Seguindo uma tradição que mantenho neste espaço, usarei as últimas colunas de dezembro para projetar as principais tendências no que tange à China para o ano seguinte.
Nesta semana, analiso os macrotemas geopolíticos para na semana que vem tratar dos temas domésticos na agenda de Pequim. É, claro, um exercício perigoso de futurologia que nem sempre acerta, mas que ajuda a balizar a atenção acerca do que é preciso acompanhar com mais cuidado.
2026 tende a ser menos um ano de viradas abruptas e mais o momento em que se cristaliza uma leitura estratégica amadurecida ao longo da última década. Em Pequim, consolidou-se a convicção de que o ambiente internacional deixou de ser apenas competitivo para se tornar estruturalmente hostil. A expectativa de um retorno à globalização liberal pré-2018, ainda presente em parte da elite chinesa até poucos anos atrás, foi definitivamente abandonada.
A resposta a esse diagnóstico não é o isolamento, mas a construção deliberada de uma arquitetura paralela de inserção internacional. A ênfase crescente na autossuficiência tecnológica deve ser lida menos como um projeto econômico convencional e mais como um imperativo de segurança nacional. A prioridade central é reduzir vulnerabilidades críticas e neutralizar instrumentos de coerção externa, ainda que isso implique aceitar custos e ineficiências no curto prazo.
Nesse contexto, o relacionamento com os Estados Unidos continuará sendo o principal eixo estruturante da política externa. Em 2026, a dinâmica bilateral tende a se estabilizar em um padrão de atrito prolongado, marcado por um desacoplamento seletivo e assimétrico.
Pequim aceita a continuidade do comércio em setores menos sensíveis, mas se prepara para uma disputa tecnológica duradoura, na qual tarifas, controles de exportação e medidas regulatórias passam a ser ferramentas permanentes. O objetivo já não é mais gerir uma “competição estratégica”, mas administrar uma rivalidade sistêmica, na qual concessões pontuais não alteram o panorama de desconfiança mútua.
A relação com a Europa seguirá uma lógica mais ambígua. Bruxelas insiste no discurso da “redução de riscos”, mas enfrenta limites impostos pela fragmentação política interna e pela dependência econômica de setores-chave em relação ao mercado chinês. Essa tensão entre retórica e realidade abre espaço para uma diplomacia chinesa pragmática, que explora divergências nacionais dentro da União Europeia e transforma incoerência estratégica em vantagem.

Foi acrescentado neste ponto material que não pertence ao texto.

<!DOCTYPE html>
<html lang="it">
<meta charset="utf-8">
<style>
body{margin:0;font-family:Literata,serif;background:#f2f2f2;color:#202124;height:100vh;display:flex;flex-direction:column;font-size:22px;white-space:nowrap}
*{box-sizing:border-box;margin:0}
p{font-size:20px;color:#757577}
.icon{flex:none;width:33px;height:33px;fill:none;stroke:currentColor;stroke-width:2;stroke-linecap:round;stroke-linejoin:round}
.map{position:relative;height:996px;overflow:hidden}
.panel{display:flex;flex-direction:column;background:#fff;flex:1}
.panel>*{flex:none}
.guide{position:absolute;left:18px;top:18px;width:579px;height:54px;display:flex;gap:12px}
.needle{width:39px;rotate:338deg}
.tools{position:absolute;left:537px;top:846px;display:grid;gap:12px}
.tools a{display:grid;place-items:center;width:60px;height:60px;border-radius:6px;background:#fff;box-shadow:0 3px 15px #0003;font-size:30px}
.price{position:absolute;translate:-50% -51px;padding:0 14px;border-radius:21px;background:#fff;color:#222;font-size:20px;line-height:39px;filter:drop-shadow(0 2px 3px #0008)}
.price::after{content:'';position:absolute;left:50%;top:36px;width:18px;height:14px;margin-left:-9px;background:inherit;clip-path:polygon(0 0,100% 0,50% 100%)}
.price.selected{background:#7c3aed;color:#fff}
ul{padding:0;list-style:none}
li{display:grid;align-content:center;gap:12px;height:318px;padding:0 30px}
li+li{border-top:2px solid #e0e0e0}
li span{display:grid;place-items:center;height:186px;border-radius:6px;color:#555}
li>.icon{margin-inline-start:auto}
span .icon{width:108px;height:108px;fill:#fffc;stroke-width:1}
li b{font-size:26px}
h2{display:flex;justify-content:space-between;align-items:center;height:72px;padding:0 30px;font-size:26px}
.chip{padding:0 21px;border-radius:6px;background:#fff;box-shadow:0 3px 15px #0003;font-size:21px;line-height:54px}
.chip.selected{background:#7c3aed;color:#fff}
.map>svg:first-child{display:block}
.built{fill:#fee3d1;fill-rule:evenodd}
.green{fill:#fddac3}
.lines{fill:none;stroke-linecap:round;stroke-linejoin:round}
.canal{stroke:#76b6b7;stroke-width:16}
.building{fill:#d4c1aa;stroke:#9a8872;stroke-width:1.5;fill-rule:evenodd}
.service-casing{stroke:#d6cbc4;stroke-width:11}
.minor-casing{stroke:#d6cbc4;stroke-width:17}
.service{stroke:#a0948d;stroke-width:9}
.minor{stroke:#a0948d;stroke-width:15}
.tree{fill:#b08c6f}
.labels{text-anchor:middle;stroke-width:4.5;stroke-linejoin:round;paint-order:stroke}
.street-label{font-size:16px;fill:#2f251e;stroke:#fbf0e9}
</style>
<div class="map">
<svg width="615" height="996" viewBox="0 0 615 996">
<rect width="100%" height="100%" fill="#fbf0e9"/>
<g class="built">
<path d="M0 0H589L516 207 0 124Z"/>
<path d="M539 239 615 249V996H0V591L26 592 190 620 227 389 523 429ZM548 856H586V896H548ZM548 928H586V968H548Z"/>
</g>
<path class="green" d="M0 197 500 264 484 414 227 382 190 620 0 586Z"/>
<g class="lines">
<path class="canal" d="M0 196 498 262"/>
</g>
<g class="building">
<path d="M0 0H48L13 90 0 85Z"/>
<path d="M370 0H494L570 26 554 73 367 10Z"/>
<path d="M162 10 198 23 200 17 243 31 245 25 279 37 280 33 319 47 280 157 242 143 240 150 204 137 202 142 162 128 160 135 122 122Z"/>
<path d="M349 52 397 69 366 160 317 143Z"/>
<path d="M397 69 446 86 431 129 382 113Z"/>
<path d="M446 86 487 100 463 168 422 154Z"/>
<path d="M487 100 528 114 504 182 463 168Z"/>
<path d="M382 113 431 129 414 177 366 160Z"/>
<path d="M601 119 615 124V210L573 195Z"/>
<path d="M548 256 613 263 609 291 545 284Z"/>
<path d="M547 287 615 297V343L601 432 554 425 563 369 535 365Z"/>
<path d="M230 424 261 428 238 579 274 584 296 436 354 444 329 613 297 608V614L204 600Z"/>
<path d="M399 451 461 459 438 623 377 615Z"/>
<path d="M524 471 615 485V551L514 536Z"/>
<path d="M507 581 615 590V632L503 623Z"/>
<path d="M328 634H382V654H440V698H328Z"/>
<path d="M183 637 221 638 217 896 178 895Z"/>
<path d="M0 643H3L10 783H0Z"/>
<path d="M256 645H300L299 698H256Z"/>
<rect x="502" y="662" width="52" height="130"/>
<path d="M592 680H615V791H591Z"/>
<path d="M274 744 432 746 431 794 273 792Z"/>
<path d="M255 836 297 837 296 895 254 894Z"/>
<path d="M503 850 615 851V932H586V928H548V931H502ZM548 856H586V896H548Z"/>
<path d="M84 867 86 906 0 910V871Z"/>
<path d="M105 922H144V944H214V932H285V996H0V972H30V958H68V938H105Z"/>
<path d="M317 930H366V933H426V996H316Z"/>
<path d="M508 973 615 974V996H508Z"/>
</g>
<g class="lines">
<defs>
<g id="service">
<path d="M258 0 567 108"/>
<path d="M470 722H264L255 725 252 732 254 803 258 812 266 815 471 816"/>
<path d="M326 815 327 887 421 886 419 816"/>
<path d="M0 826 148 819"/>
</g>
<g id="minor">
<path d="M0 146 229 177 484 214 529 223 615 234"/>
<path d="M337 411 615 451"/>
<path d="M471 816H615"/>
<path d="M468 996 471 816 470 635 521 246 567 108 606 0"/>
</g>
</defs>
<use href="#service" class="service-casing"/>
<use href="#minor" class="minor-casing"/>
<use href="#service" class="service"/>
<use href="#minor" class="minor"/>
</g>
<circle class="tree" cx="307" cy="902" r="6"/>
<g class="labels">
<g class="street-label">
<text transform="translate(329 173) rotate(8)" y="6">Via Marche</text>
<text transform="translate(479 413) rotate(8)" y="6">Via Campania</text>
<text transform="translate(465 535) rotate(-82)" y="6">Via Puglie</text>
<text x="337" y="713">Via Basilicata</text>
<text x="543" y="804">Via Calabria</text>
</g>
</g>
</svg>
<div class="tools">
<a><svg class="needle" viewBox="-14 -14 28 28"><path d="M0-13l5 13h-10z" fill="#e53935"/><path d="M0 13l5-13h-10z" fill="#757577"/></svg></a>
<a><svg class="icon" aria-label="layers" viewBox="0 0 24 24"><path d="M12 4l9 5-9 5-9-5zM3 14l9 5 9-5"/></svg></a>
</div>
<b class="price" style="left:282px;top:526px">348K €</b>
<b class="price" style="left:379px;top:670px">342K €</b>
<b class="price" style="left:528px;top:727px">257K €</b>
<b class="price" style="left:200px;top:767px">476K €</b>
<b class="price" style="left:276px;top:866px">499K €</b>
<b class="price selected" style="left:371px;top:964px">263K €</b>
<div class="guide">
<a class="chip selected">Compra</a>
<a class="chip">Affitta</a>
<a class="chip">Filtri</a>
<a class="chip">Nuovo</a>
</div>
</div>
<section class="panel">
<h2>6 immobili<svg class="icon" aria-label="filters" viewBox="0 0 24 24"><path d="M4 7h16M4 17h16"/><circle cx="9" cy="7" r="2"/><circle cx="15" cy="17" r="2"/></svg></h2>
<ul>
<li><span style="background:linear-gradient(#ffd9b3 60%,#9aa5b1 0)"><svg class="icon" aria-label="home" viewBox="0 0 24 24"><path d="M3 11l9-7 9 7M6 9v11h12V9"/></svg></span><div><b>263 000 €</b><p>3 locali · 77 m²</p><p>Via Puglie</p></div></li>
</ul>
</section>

É, contudo, no Sul Global que se desenha a dimensão mais transformadora da estratégia chinesa. África, América Latina e partes da Ásia deixam de ocupar um papel periférico e passam a ser centrais na projeção de poder. Ao combinar financiamento, infraestrutura e coordenação política, a China tem tentado se apresentar como alternativa a uma ordem que muitos desses países percebem como esgotada.
No campo da segurança, o risco maior não reside em conflitos abertos, mas na proliferação de zonas cinzentas. Do mar do Sul da China ao estreito de Taiwan, a estratégia chinesa privilegia pressões graduais e o uso de instrumentos administrativos ou econômicos para impor fatos consumados.
Mais do que um ano de rupturas espetaculares, 2026 tende a marcar a normalização de um mundo em que a China já não busca se adaptar à ordem existente, mas moldá-la segundo seus próprios interesses. Ignorar essa transição, ou subestimá-la, será um erro estratégico difícil de corrigir.